We’re going to use Google’s Speech-To-Textual content service to transcribe our call recording. To get started with that, you’ll have to generate Google Cloud credentials in the Google console. Download the JSON file they provide, rename it to google_creds.json and place it alongside index.js. This is the file that the Google SDK will attempt to learn to fetch your authentication credentials.

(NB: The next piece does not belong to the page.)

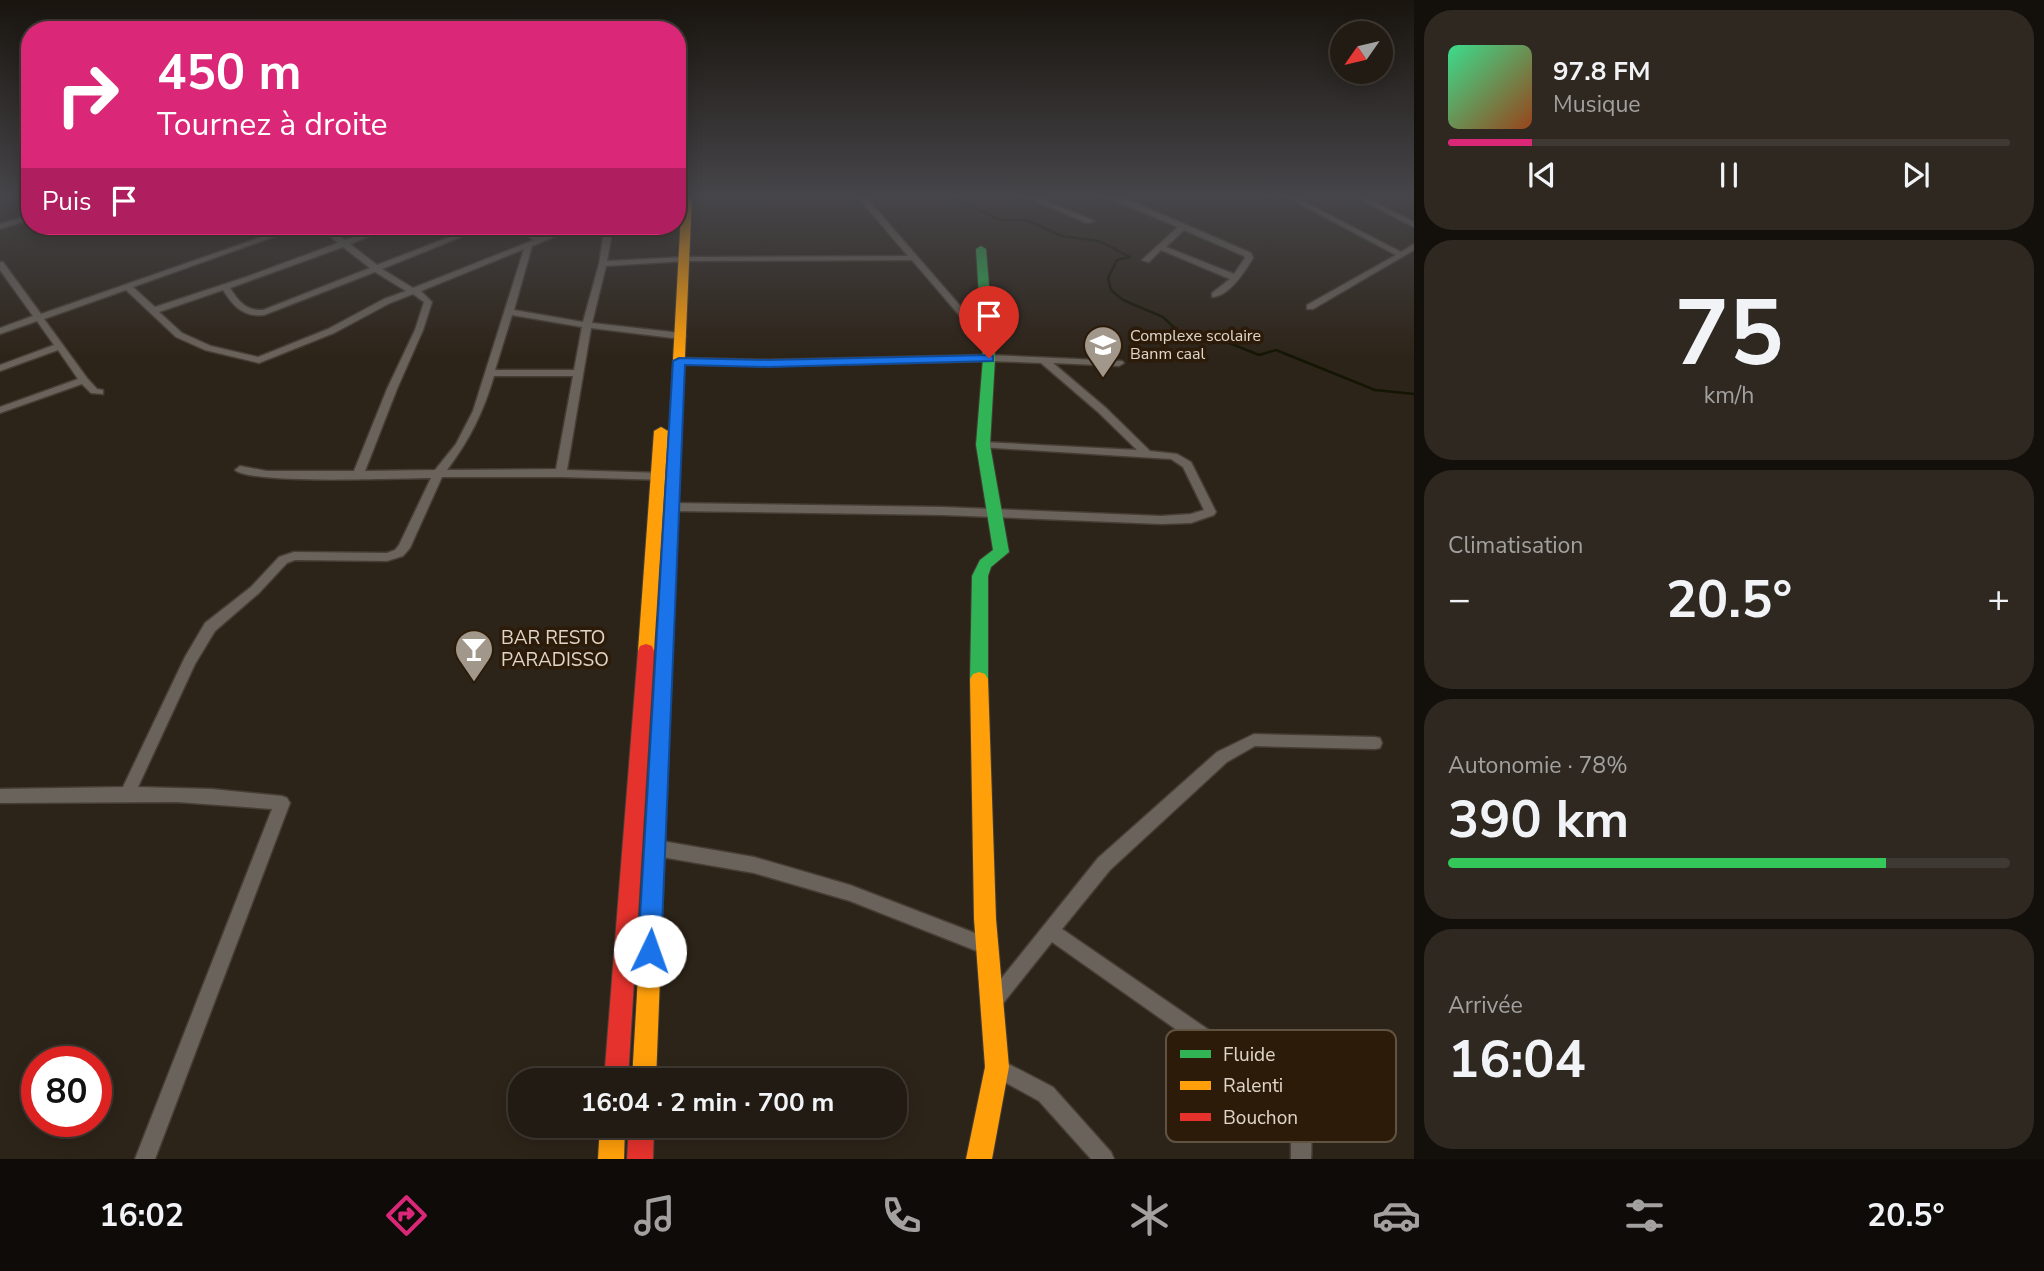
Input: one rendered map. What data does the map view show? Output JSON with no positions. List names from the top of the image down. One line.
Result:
{"places":{"school or university":["Complexe scolaire Banm caal"],"bar":["BAR RESTO PARADISSO"]},"legend":["Fluide","Ralenti","Bouchon"],"north":"bottom left","page":{"turn":["450 m","Tournez à droite"],"song":["97.8 FM","Musique"],"then":"Puis","tile":[["75","km/h"],"Climatisation",["Autonomie · 78%","390 km"],["Arrivée","16:04"]],"heat":["−","20.5°","+"],"limit":"80","trip":"16:04 · 2 min · 700 m","tabs":["16:02","20.5°"]}}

To transcribe our audio knowledge, we’re going to hook up with the Google Speech API, passing in the expected language, the variety of channels in the recording and the audio stream itself. Update your transcribeRecording technique to include the following code:

This returns a promise from the Google Cloud speech SDK which can resolve when the transcription is out there. Earlier than we will use the speech SDK, we need to require it so add the following to your require part on the prime of your file:

At this level we’re able to transcribe our audio. The ultimate step is to fetch the recording from Nexmo once we receive a request to /webhooks/recording and feed the audio in to Google’s transcription service. To do that, we use the nexmo.information.get technique and move the audio returned in to our transcribeRecording technique:

As well as passing the audio as a parameter, we tell our transcribeRecording technique that there are three channels within the audio and that we need to transcribe using the en-US language mannequin. Once the promise is resolved by the Google speech SDK, we learn the results and output a transcription of the conversation, together with which channel the audio came from.

For those who call your Nexmo number now, you’ll be related to each Bob and Charlie. Once the decision is completed, cling up and watch for Nexmo to send you a recording webhook. Once it arrives, we send that audio off to Google and the transcription will appear in the console. This is the way it seems for me:


We’ve just built a convention calling system with automated transcription in just 76 strains of code. Not only does it routinely transcribe the decision, however it transcribes every channel separately, permitting you to know who stated what on the call. For more details about the options out there when recording a call, you’ll be able to view the document action in our NCCO reference, or see an instance implementation of the NCCO required in a number of languages.